*PROBLEM REQUIREMENTS*
Copy all lines containing the string "Turn" from the records below.
╭─ INPUT RECORDS
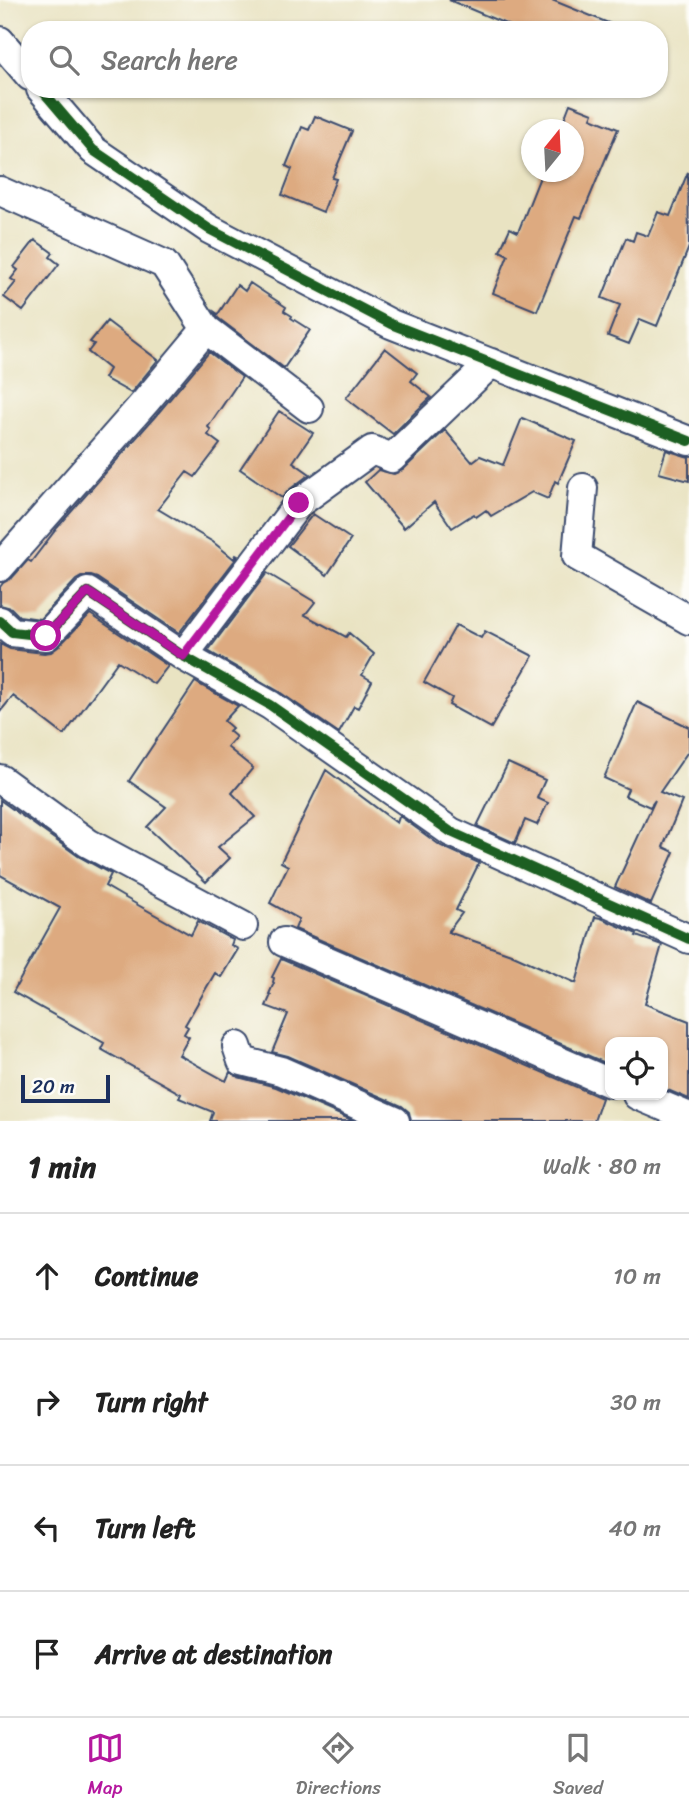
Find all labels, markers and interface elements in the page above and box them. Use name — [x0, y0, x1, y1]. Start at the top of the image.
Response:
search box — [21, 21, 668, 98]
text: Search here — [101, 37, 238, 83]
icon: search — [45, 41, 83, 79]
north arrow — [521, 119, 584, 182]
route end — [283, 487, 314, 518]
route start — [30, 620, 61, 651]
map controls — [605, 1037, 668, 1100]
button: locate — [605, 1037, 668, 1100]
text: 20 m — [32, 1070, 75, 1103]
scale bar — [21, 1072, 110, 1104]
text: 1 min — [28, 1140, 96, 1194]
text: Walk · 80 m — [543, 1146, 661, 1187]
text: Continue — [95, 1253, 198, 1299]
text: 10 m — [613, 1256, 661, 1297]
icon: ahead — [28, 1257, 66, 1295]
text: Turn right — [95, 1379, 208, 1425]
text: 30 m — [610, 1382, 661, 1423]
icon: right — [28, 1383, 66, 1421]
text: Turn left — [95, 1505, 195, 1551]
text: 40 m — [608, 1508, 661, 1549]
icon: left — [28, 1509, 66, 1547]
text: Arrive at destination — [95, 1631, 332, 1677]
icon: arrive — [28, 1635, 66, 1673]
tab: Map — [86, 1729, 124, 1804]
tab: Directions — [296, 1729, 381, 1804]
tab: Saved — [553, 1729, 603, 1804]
╰─
*RESPONSE AREA*
text: Turn right — [95, 1379, 208, 1425]
text: Turn left — [95, 1505, 195, 1551]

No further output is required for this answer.